In addition, the cell component in the dry artifact blood being reclaimed is the prerequisite of carrying out cytology research.Joseph (USA; Pat.No.:5432,097) having described the leucocyte that utilizes zymetology digest cellulose film (Guthrie Card) method to carry out dry blood in 1993 reclaims.But this method program need be used the cellulose degraded cellulose membrane, and is therefore time-consuming, cost is high.
Therefore, this area needs a kind of easy, quick and fluid sample method for drying and storing that sample recovery rate is high.
Summary of the invention
The invention provides a kind of method for drying and storing of fluid sample, it comprises described fluid sample and a kind of average pore size, and to be 0.01mm contact to the porous solid carrier of 5mm; With from the solid carrier that has absorbed fluid sample, remove liquid component; The porosity of wherein dry back solid carrier is at least 20% of the former porosity of solid carrier.
According to one embodiment of the invention, described porous solid carrier is to be made of one or more materials that are selected from down group: polymeric material, material, metal material and Inorganic Non-metallic Materials through chemical treatment or untreated biogenetic derivation.
According to another embodiment of the present invention, described fluid sample is the biological fluid or the liquid bio reagent of biological fluid, artificial preparation.
The present invention also provides a kind of device that is used for the kept dry fluid sample, and it comprises that a kind of average pore size is 0.01mm to porous solid carrier 5mm, that still keep former porosity at least 20% after load sample and the drying.
According to method and apparatus of the present invention, can realize quick, the easy kept dry of fluid sample, and compare recovery sample fast and efficiently with art methods.
Description of drawings
Describe the present invention in detail below in conjunction with the drawings and specific embodiments.
Fig. 1 shows to utilize method of the present invention to carry out the synoptic diagram of blood sample drying, preservation and recovery, restructuring procedure.Figure 1A-D represents not application of sample porous solid carrier, the porous solid carrier behind the absorption fluid sample (whole blood), the load sample solid carrier after the dehydration and the reconstruct of blood sample before respectively.
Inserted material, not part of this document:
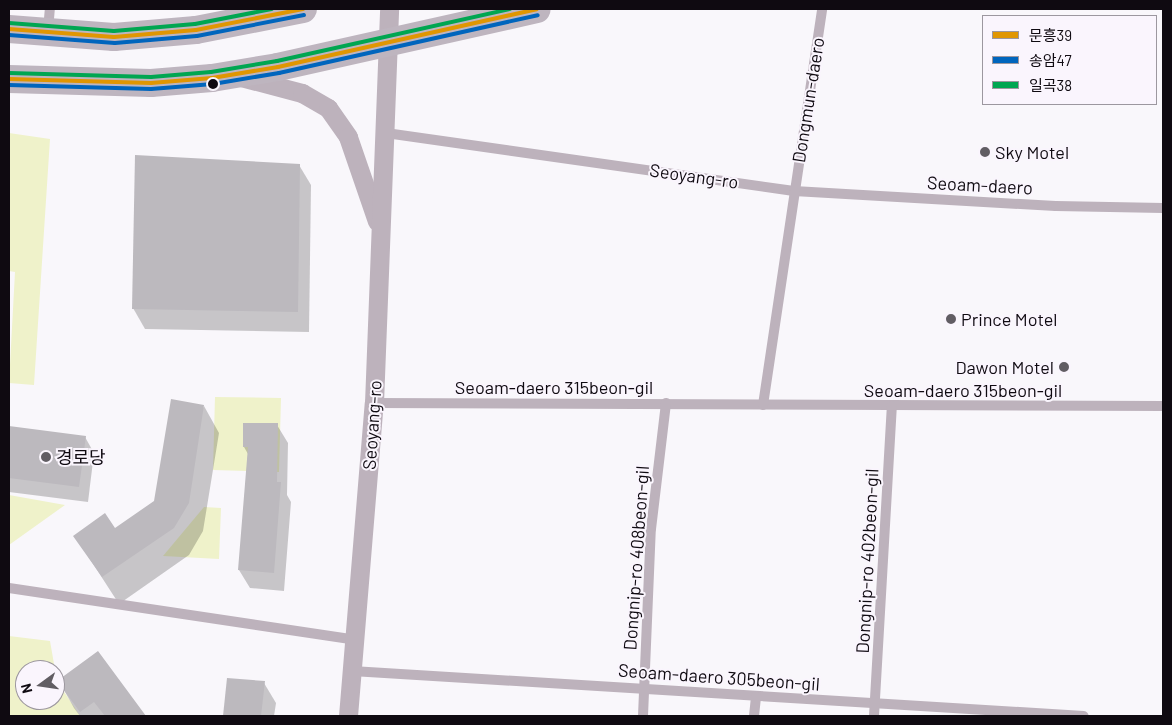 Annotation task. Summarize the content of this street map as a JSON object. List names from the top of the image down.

Fig. 2 is the electrophoretogram from the genomic DNA of preserving by the inventive method that blood sample reclaims.Among the figure, M is the molecular weight sign; " 1-4 " is respectively the DNA that extracts from the blood sample of 4 parts of kept dry on solid carrier of the present invention.The applied sample amount of each sample is 1 microgram (DNA).
Embodiment
The present inventor is through extensive studies, the porous solid carrier that discovery utilizes macropore not only can fast Absorption, the dry liquid sample, and dry sample easily from the carrier water or other solvent elutions get off, thereby reclaim fast and efficiently, the reconstruct sample.
Therefore, the invention provides a kind of method for drying and storing of fluid sample, it comprises described fluid sample and a kind of average pore size is contacted to the porous solid carrier of about 5mm macropore for about 0.01mm; With from the solid carrier that has absorbed fluid sample, remove liquid component; The porosity of wherein dry back solid carrier is at least 20% of the former porosity of solid carrier.
In the inventive method, the average pore size of used porous solid carrier is preferably about 0.05mm between about 1mm, more preferably arrives between about 0.5mm at about 0.1mm.
In the method for the invention, described porous solid carrier application of sample and dried porosity preferably keep former porosity at least about 30%, more preferably at least about 40%, most preferably at least about 50%.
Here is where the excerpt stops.